Der Genfer Jean-Jacques Rousseau (1712 - 1778) verbrachte die meiste Zeit seines Lebens in Frankreich und gilt deshalb als französischer Philosoph. Auch er musste zeitweise in die Schweiz zurück kehren, um der Verfolgung zu entgehen. In seiner politischen Philosophie forderte er gleiche Rechte für alle Bürger unter einer demokratisch ausgeübten Kontrolle. Rousseau ging davon aus, dass die Menschen von Natur aus frei und gleich und dazu fähig seien, über sich selbst zu bestimmen. Dies war im Wesentlichen genau das Gegenteil der Staatstheorie von Thomas Hobbes. Rousseau forderte statt der Abtretung aller Rechte an den absoluten Staat einen in Freiheit ausgehandelten contrat social [Gesellschaftsvertrag]. Rousseaus Weltbild stand auch in einem scharfen Gegensatz zur Fortschritts- und Wissenschaftsgläubigkeit vieler seiner Zeitgenossen. Sein Ruf "zurück zur Natur" ist vor diesem Hintergrund zu verstehen. Rousseaus Erziehungstheorie, ebenfalls 1762 veröffentlicht, beeinflusste berühmte Erzieher (u.a. den Schweizer Heinrich Pestalozzi) nachhaltig.

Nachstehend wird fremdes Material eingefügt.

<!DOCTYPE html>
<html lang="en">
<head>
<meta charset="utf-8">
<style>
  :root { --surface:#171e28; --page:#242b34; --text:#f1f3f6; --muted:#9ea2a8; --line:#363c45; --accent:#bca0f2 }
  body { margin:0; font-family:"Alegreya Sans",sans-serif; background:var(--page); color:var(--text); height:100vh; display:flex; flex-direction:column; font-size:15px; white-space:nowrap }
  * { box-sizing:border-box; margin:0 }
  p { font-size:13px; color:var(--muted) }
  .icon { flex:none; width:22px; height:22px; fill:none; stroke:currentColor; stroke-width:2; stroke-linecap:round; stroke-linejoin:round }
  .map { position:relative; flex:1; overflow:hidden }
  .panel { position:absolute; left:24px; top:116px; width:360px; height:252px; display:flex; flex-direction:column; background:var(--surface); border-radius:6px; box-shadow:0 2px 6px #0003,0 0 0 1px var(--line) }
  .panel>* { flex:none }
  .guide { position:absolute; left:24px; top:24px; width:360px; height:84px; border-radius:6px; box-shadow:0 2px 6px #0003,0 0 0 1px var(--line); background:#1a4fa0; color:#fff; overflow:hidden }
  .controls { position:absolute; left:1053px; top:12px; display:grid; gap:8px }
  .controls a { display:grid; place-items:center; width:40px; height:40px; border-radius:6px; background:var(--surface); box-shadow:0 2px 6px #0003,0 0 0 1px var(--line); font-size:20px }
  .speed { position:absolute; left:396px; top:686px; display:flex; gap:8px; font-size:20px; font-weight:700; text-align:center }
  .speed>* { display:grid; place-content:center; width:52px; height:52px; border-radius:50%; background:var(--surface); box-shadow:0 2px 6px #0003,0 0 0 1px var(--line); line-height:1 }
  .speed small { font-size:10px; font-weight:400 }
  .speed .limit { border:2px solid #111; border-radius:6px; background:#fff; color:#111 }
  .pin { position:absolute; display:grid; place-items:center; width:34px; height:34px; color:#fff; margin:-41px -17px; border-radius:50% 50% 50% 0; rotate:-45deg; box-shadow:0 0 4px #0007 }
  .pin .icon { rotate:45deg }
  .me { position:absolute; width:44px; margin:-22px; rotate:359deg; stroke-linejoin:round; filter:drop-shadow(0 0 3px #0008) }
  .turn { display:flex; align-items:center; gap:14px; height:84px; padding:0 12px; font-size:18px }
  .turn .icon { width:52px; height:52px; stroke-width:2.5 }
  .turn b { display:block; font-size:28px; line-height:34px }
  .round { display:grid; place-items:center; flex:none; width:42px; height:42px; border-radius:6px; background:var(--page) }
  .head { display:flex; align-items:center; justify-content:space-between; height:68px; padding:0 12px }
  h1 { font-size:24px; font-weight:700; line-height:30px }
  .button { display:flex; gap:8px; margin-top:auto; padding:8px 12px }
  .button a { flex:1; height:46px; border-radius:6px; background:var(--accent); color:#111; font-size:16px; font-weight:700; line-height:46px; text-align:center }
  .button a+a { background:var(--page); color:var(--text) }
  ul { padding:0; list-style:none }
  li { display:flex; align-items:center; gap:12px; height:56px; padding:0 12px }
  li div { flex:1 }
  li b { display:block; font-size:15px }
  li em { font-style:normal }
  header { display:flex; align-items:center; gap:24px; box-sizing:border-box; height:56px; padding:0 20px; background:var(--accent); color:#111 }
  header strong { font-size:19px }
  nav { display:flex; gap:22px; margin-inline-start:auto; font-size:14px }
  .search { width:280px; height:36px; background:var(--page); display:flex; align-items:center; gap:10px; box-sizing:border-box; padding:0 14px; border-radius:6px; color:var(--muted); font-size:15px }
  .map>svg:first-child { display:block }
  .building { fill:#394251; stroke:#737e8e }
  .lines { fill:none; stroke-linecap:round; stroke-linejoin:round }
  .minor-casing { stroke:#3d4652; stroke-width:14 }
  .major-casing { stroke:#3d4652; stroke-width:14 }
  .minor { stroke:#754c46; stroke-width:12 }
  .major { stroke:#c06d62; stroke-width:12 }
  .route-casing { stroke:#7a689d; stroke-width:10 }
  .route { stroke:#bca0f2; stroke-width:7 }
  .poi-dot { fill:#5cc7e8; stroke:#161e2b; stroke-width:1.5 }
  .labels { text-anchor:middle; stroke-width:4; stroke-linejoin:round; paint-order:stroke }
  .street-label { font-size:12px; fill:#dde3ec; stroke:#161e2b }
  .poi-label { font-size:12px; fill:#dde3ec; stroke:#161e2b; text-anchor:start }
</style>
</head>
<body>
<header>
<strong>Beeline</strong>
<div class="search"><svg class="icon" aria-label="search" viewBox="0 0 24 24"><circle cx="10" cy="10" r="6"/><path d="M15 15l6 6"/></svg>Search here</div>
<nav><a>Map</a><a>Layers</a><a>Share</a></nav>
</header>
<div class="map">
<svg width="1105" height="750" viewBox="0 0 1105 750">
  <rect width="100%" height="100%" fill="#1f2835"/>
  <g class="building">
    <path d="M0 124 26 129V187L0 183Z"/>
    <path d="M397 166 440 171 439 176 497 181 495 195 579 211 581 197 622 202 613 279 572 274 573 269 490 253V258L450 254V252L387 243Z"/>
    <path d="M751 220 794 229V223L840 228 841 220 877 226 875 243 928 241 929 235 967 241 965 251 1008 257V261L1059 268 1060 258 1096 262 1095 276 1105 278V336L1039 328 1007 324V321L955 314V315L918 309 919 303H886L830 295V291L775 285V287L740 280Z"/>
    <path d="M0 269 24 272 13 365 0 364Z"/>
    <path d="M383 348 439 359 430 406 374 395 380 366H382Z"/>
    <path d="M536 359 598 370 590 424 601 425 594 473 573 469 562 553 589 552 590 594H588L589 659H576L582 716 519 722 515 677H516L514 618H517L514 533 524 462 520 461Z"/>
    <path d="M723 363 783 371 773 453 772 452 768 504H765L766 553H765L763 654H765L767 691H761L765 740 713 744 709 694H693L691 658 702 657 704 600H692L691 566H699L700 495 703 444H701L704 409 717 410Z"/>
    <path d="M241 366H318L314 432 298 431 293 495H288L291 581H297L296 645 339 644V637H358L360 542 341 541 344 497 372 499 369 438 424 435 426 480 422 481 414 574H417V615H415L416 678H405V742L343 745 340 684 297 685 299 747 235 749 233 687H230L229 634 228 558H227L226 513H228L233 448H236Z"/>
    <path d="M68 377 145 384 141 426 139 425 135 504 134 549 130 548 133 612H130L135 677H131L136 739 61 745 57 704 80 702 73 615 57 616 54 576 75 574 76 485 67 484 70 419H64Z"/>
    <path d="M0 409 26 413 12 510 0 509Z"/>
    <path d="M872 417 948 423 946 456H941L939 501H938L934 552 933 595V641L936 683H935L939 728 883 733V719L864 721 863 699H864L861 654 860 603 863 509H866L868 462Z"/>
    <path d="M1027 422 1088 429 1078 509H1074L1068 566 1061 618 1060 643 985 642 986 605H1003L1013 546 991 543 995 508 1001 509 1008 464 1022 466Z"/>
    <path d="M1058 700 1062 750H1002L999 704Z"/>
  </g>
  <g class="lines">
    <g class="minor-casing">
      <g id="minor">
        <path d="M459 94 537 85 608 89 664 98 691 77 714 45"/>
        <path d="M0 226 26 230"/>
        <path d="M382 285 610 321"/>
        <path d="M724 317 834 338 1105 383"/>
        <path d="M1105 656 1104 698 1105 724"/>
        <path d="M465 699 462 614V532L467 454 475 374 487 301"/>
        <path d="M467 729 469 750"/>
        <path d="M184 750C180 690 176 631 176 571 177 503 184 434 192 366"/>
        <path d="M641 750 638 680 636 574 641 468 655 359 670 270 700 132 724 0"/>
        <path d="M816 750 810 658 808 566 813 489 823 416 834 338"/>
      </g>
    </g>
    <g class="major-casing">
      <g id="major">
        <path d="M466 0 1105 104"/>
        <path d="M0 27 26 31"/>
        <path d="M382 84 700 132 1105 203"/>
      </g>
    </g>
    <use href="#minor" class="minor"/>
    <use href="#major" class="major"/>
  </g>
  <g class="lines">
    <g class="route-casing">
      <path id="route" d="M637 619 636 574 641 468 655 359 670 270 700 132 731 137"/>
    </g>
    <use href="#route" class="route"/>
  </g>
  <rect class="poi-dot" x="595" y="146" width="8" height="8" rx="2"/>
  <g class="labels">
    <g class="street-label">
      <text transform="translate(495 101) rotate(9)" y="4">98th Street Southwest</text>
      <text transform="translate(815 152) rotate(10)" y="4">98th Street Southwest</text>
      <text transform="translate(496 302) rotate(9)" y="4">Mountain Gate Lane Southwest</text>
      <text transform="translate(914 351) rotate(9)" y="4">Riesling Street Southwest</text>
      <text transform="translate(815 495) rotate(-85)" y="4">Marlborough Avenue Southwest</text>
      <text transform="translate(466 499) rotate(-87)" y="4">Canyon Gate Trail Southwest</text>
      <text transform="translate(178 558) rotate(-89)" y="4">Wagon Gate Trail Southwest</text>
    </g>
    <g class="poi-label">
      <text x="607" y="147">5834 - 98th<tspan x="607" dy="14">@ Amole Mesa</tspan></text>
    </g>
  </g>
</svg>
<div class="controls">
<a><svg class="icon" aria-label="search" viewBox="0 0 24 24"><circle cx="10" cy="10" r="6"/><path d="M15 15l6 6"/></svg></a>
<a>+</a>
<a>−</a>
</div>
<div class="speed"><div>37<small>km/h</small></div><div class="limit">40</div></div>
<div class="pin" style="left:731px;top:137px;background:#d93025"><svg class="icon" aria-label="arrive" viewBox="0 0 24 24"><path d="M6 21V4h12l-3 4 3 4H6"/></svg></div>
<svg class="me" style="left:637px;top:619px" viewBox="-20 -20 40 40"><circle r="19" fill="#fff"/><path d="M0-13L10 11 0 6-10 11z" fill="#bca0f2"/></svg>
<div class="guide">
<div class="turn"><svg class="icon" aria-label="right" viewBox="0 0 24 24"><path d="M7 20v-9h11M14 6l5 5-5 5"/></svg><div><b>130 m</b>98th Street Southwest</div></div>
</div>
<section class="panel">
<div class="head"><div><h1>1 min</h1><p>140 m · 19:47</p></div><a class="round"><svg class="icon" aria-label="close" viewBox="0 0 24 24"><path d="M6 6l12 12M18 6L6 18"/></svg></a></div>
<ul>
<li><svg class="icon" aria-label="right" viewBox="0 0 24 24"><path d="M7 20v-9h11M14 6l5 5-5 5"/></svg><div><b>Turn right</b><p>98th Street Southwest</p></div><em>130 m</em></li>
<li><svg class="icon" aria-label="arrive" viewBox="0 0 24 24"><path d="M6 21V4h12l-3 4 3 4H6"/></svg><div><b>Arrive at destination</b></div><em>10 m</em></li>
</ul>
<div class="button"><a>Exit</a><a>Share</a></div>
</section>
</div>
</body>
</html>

Hobbes hatte aus der an sich richtigen Erkenntnis, dass die Menschen von Natur aus im wesentlichen Egoisten sind, die nur auf ihren eigenen Vorteil schauen, den falschen Schluss gezogen, dass ein mächtiger König für Ruhe und Ordnung sorgen müsse. Dabei übersah er, dass jeder König selbst auch ein Mensch und damit ein Egoist ist, und dass Macht korrumpiert (den Charakter verdirbt). Dies hätte Hobbes am Beispiel des Mönches Hildebrand, der - als Reformpapst Gregor VII. (1073 - 1085) gewählt - sich zu einer beispiellosen Arroganz der Macht verstieg, eigentlich erkennen können.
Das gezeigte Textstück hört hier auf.